I love Agatha Christie’s books but although there are still a lot that I haven’t read, I find that it works better for me to space them out and read other things in between. It’s been almost a year since the last Christie novel I read, so last week I decided it was time to read another one. This one, Peril at End House, is an early Poirot mystery, published in 1932.
At the beginning of the novel, Hercule Poirot and his friend, Captain Hastings, are taking a holiday in the seaside resort of St Loo. If they were hoping for a peaceful, relaxing break, though, they are about to be disappointed. Taking a walk outside their hotel, they meet a young woman called Nick who lives nearby at End House. As they stand chatting to Nick, she swats away what she thinks is a wasp – and then finds a hole in the brim of her hat and a bullet lying on the ground. Poirot is concerned, especially when she tells him of three other occasions when she has narrowly escaped death in the last few days, but Nick herself appears less worried – she can’t imagine why anybody would want her dead and insists that the incidents must just be accidents.

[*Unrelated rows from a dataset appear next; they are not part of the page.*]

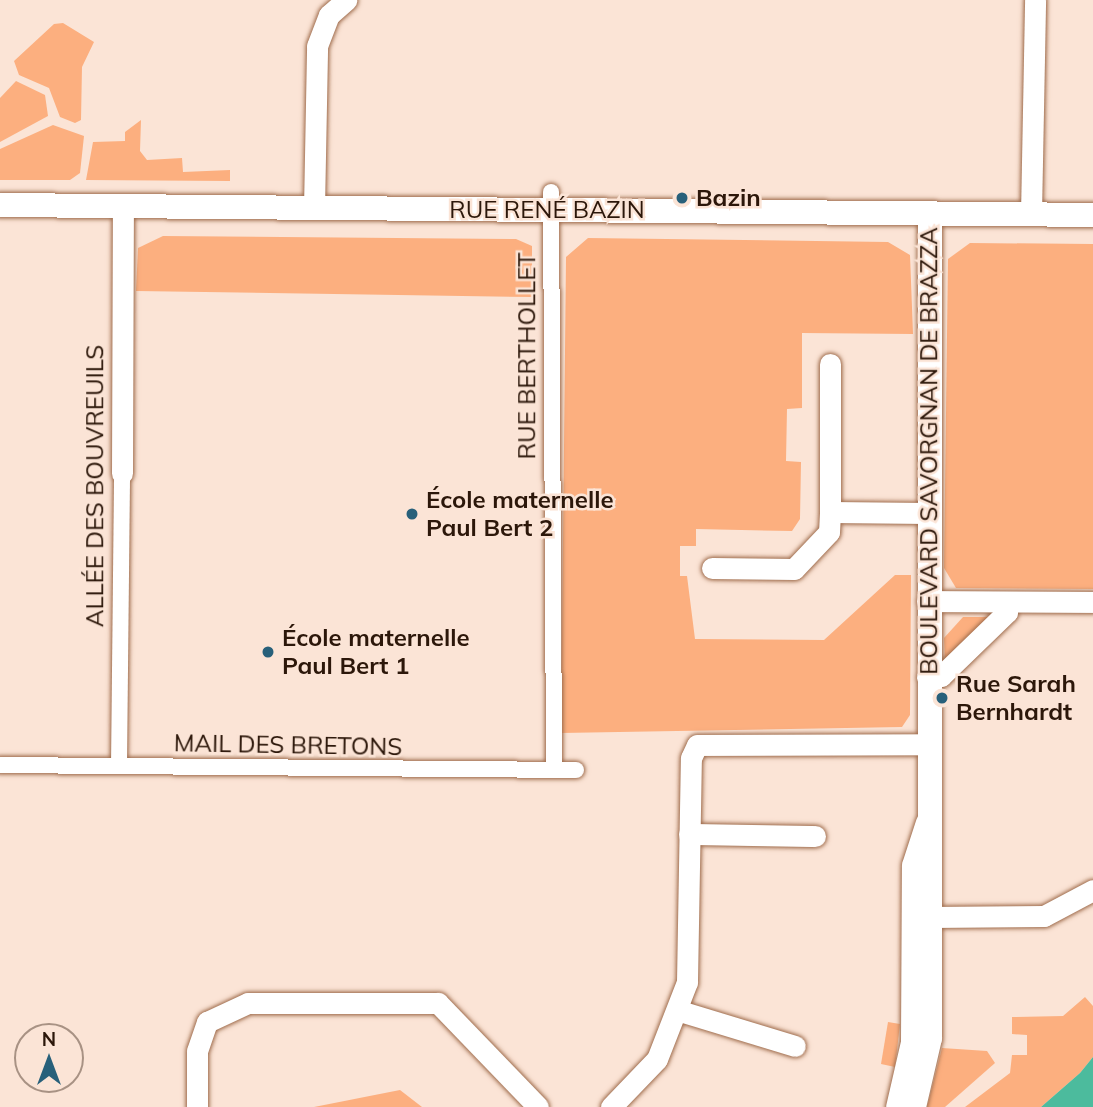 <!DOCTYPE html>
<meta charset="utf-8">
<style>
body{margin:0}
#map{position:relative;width:1093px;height:1107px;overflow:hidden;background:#fbe4d6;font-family:Mulish,sans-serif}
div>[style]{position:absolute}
.green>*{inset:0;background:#fcaf7f}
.water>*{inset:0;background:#4cbb9d}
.roads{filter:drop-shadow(0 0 2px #9f6c4c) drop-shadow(0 0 2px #9f6c4c)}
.pedestrian>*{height:16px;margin:-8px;padding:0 8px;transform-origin:8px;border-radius:8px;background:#fff}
.minor>*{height:21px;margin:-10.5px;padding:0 10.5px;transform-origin:10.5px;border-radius:10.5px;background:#fff}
.tertiary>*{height:24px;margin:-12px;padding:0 12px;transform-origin:12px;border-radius:12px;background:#fff}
.dots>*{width:19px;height:19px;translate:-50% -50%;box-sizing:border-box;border:4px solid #fbe4d6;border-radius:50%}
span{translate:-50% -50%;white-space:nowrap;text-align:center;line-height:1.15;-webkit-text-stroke:5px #fbe4d6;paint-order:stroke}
.poi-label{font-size:24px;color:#2c170a;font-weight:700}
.left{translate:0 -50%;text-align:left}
.street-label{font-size:24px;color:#2c170a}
.north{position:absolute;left:14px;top:1023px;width:70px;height:70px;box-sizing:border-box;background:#fbe4d6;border:2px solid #a89284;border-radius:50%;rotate:0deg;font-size:19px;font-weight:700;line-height:28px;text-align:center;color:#2c170a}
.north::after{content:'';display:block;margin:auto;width:24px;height:32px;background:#28607a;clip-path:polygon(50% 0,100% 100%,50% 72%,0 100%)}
</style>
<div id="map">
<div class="green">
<i style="clip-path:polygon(63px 23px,94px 42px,82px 67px,81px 120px,75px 123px,60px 117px,49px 88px,19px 75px,14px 61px,54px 24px)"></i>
<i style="clip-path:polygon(16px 81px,45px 95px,48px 116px,0 142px,0 98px)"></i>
<i style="clip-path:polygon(141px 120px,140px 151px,147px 160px,182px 158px,183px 172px,230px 170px,230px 181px,86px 180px,93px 142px,125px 141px,125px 132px)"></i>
<i style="clip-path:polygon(53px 125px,84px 136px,80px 173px,70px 180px,0 180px,0 149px)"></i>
<i style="clip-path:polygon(163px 236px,516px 239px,532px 246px,532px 297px,136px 291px,138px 248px)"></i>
<i style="clip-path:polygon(588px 238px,888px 242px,910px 255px,913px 334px,802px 333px,802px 408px,787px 409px,786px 461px,801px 462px,800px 519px,792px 531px,696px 529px,696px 546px,680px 546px,680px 576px,687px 576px,695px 639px,824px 640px,895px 575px,911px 575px,910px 715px,902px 727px,561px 733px,566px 257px)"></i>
<i style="clip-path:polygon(970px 243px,1093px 244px,1093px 589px,956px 588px,944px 568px,948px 259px)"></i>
<i style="clip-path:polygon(963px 617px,994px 617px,945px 665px,944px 638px)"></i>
<i style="clip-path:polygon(1085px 997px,1093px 1006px,1093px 1057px,1080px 1073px,1041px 1107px,965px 1107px,1010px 1073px,1012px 1055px,1027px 1055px,1027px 1035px,1012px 1034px,1012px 1017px,1063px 1016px)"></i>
<i style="clip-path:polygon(888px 1022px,900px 1024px,895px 1067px,881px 1064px)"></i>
<i style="clip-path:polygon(942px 1048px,987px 1051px,995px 1063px,945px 1107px,927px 1107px)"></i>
<i style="clip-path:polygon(400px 1090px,422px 1107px,314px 1107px)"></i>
</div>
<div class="water">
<i style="clip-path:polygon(1093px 1057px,1093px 1107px,1041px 1107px,1080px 1073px)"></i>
</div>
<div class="roads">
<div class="pedestrian">
<i style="left:551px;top:192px;width:578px;rotate:89.7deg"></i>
<i style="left:0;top:765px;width:576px;rotate:0.5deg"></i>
<i style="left:119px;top:766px;width:293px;rotate:-89.4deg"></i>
</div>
<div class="minor">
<i style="left:314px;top:208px;width:162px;rotate:-88.9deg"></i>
<i style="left:317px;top:46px;width:33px;rotate:-69deg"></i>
<i style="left:329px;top:15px;width:23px;rotate:-41deg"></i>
<i style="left:1031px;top:214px;width:214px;rotate:-88.9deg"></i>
<i style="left:830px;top:364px;width:148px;rotate:90deg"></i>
<i style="left:122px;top:473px;width:266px;rotate:-89.8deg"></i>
<i style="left:712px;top:568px;width:82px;rotate:0.7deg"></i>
<i style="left:794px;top:569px;width:51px;rotate:-46.6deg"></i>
<i style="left:829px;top:532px;width:20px;rotate:-87deg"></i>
<i style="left:830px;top:512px;width:98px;rotate:0.6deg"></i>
<i style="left:927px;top:601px;width:166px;rotate:0.3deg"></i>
<i style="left:927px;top:677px;width:14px;rotate:-4deg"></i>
<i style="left:941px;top:676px;width:92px;rotate:-44.1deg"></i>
<i style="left:1007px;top:612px;width:10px;rotate:-90deg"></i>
<i style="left:689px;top:834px;width:126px;rotate:0.9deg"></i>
<i style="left:930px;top:917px;width:114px;rotate:-0.5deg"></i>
<i style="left:1044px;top:916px;width:55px;rotate:-28deg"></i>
<i style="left:680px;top:1011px;width:120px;rotate:16.9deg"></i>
<i style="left:197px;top:1107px;width:56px;rotate:-90deg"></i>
<i style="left:197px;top:1051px;width:31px;rotate:-71deg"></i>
<i style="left:207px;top:1022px;width:45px;rotate:-24.9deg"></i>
<i style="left:248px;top:1003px;width:190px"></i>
<i style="left:438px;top:1003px;width:144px;rotate:46.1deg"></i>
<i style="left:611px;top:1107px;width:66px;rotate:-46.2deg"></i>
<i style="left:657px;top:1059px;width:83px;rotate:-68.7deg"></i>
<i style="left:687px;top:982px;width:224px;rotate:-89deg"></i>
<i style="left:691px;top:758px;width:14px;rotate:-65deg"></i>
<i style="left:697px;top:745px;width:230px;rotate:-0.2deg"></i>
<i style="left:896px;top:1107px;width:67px;rotate:-77deg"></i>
<i style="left:911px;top:1042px;width:177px;rotate:-89.7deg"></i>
<i style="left:912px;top:865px;width:45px;rotate:-72deg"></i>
</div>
<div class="tertiary">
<i style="left:0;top:205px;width:1093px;rotate:0.52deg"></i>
<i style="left:914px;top:1107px;width:71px;rotate:-76.9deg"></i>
<i style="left:930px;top:1038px;width:825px;rotate:-90deg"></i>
</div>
</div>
<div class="dots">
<i style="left:682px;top:198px;background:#28607a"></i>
<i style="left:412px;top:514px;background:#28607a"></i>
<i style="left:268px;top:652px;background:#28607a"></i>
<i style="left:942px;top:698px;background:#28607a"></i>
</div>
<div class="poi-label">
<span class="left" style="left:696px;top:198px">Bazin</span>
<span class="left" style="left:426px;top:514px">École maternelle<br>Paul Bert 2</span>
<span class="left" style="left:282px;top:652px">École maternelle<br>Paul Bert 1</span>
<span class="left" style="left:956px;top:698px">Rue Sarah<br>Bernhardt</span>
</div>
<div class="street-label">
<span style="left:547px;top:210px">RUE RENÉ BAZIN</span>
<span style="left:527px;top:356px;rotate:-90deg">RUE BERTHOLLET</span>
<span style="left:929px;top:451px;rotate:-90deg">BOULEVARD SAVORGNAN DE BRAZZA</span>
<span style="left:95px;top:486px;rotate:-90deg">ALLÉE DES BOUVREUILS</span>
<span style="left:288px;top:745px;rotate:1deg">MAIL DES BRETONS</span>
</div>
<div class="north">N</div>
</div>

Poirot resolves to do everything he can to keep Nick safe from harm while he investigates, but it seems that his efforts are in vain as the murder attempts continue. Meanwhile, he uncovers a number of suspects among Nick’s friends and family ranging from her closest living relative, Charles Vyse, and her best friend, Frederica Rice, to her housekeeper Ellen and her Australian lodgers, Mr and Mrs Croft. And as more information comes to light, Poirot discovers that there may in fact be a very good reason for the attempts on Nick’s life.
As I approached the halfway point in this book, I was thinking that this was a very average Poirot novel – not a particularly notable entry in the series at all. I shouldn’t have been so quick to judge because there were some great twists and turns towards the end and the mystery ended up being a much more complex and clever one than I had thought at first.
When I wrote about the last Poirot novel I read – Cat Among the Pigeons – I remarked that that particular book was unusual because Poirot didn’t appear until near the end. This one is the opposite, as Poirot is there in the middle of the action right from the first page and we are plunged straight into the mystery, with little time spent on setting the scene or providing background. Like several of the other early Poirot novels, Captain Hastings narrates the story, which I like because although we don’t actually get inside Poirot’s head, he does at least explain some of his thought processes to Hastings as he goes along.
As so often happens when I read Agatha Christie, I did actually guess the correct solution (or part of it, anyway) very early in the book – and then dismissed the idea as the plot developed and red herrings were dropped into the story, leading me off the scent. The reader is given all the information needed to be able to identify the murderer and their motives, but it’s easy to overlook one or two of the most important clues. Even Poirot himself missed those clues too, which made me feel better about it!
This is not a favourite Poirot novel, but I did enjoy it. Have you read this one? Did you manage to solve the mystery or did you allow Christie to lead you in the wrong direction?